In this work, four CNN models pre-trained using the ImageNet [29] database were used. These were AlexNet [30], VGG19 [31], ResNet-101 [32], and Inceptionv3 [33]. They represent different design philosophies in the CNN literature. AlexNet was one of the early deep CNN designs and consisted of eight layers only due to processing capabilities available at the time. It is a spatial exploitation CNN that improved and fine-tuned many internal operations to reduce overfitting and increase learning efficiency. VGG19 falls under the same spatial exploitation category and consists of 19 layers. The design of the VGG19 network replaces large filters present in AlexNet with a stack of smaller filters. The main premise was that multiple small filters can achieve the same performance as large filters, but with a lower number of parameters and an improved computational complexity. Vastly improved processing powers with the introduction of graphical processing units have spurred the design of more complicated CNNs. As the name suggests, the ResNet-101 consists of 101 layers. Extremely large number of neurons in one layer allows the discovery of more features at a wide range of resolutions but with great overhead. On the other hand, more network depth (i.e., more layers) provides the same benefits with reduced cost [28]. Moreover, several innovations were introduced to reduce the overhead of training very deep networks. In this regard, the ResNet architecture introduced residual learning for more efficient training. The Inceptionv3 model is 48 layers deep and improved on the computational requirements of depth-based networks. This was accomplished by using inception blocks that replaced symmetric large filters with asymmetric small filters, in addition to other modifications [28].

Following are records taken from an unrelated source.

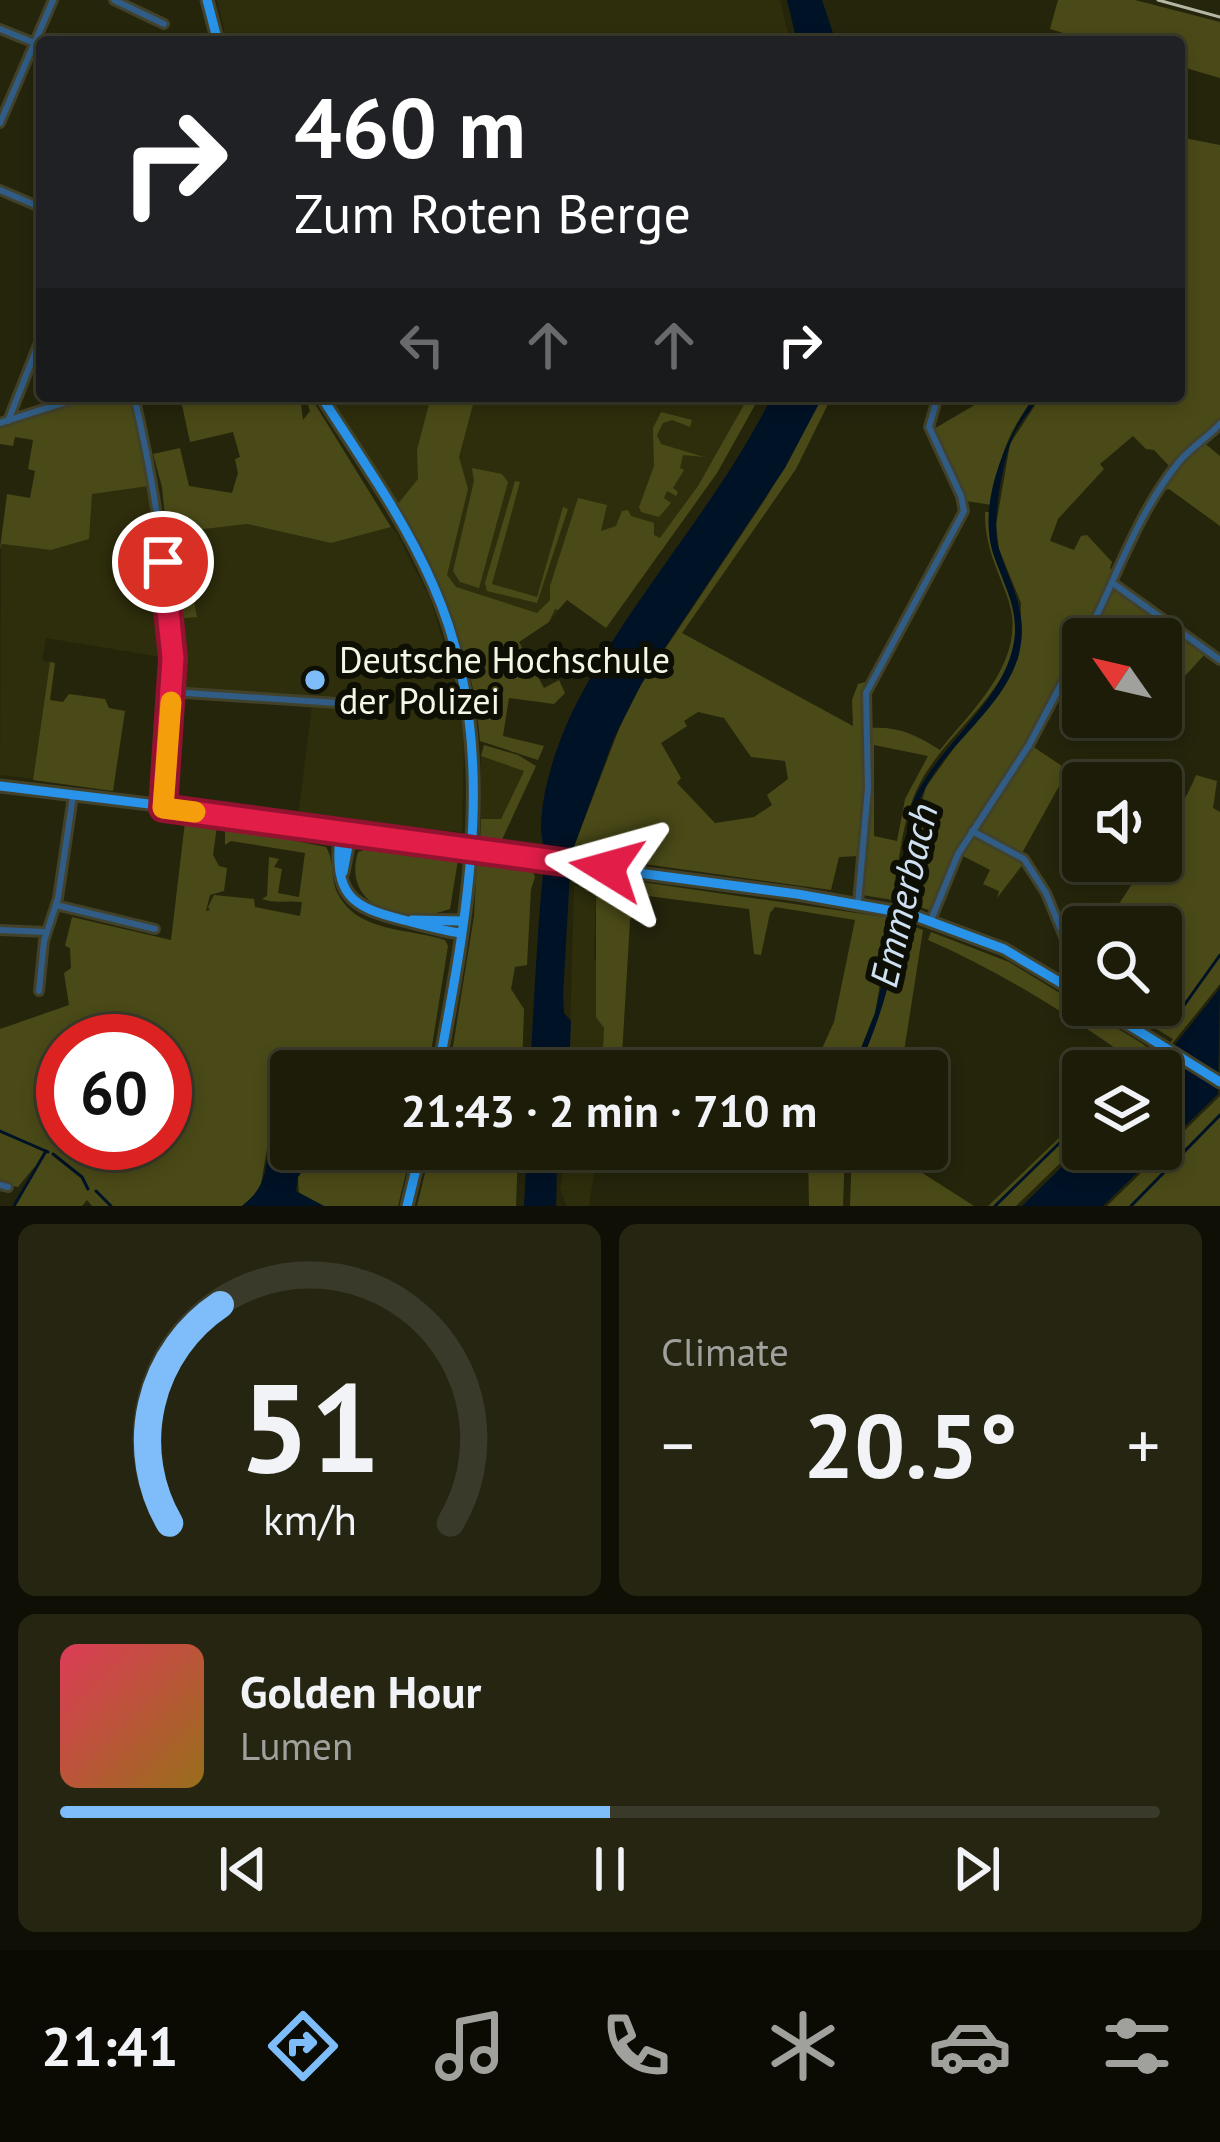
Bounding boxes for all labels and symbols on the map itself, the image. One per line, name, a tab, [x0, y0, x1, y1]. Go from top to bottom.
pin	[112, 511, 214, 613]
north arrow	[1062, 618, 1182, 738]
place label: Deutsche Hochschule der Polizei	[339, 636, 670, 724]
marker: Deutsche Hochschule der Polizei	[302, 667, 328, 693]
water label: Emmerbach	[857, 798, 949, 992]
position arrow	[544, 805, 670, 931]
speed limit sign: 60	[36, 1014, 192, 1170]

The CNN models act individually as the feature extraction backbone for the object detection algorithm, which was performed using the faster regions with convolutional neural networks (Faster R-CNN) method [5]. This algorithm operates by hypothesizing several object locations using region proposals. Many bounding boxes (i.e., anchor boxes) are proposed as possible locations for the targeted objects. A region proposal network (RPN) drastically reduces the computational overhead of region proposals by sharing the full image convolutional features. Thus, the system structure is composed of a pre-trained CNN (i.e., one of AlexNet, VGG, ResNet101, or Incpetionv3), which serves as a feature extraction network. This feeds to two subnetworks: (1) An RPN that produces possible areas where the K-complexes are likely to be found (i.e., K-complex region proposals). (2) A second subnetwork that predicts the class and bounding box offset of each proposal by using a region of interest (ROI) pooling layer. The designer needs to decide on the optimal location in the CNN to extract the features from. This is best determined empirically or based on design recommendations (e.g., Matlab deep learning toolbox tutorials). The work in this paper followed the Mathworks recommendations for the location of the feature extraction layers and experimented with some other parameters (e.g., positive overlap range). Some of the CNN model properties are shown in Table 1 and further details are provided in the experimental setup section.
Experimental setup
The evaluation parameters were set as follows: The minimum batch size was set to 2. This was done because the nature of the models, coupled with the number of training images, required large memory space. Higher batches have led to system crashes due to insufficient memory. Unless otherwise stated, the maximum number of epochs was set to 4. Before such epoch was reached, the model training/validation accuracy and loss started to steadily saturate (i.e., no further improvement). The object detector does not require perfect bounding box fits, instead, a positive overlap range needed to be specified for a bounding box to be considered correct. This range was varied from 0.6 to 0.9 in steps of 0.1. It refers to the amount of overlap based on the intersection of union (IoU), which is defined as: \(IoU=\frac{Area\, of\, intersection}{Area\, of\, union}\). The data split into training/validation/testing subsets was varied from 60/10/30 to 80/10/10 in steps of 10, with the validation percentage fixed at 10%. The initial learning rate was set to 0.001. The stochastic gradient descent with momentum (SGDM) was used as the solver optimization algorithm. It is a commonly used algorithm for training due to its fast convergence [34], however, other methods are available (e.g., Adaptive Moment Estimation (Adam) optimizer).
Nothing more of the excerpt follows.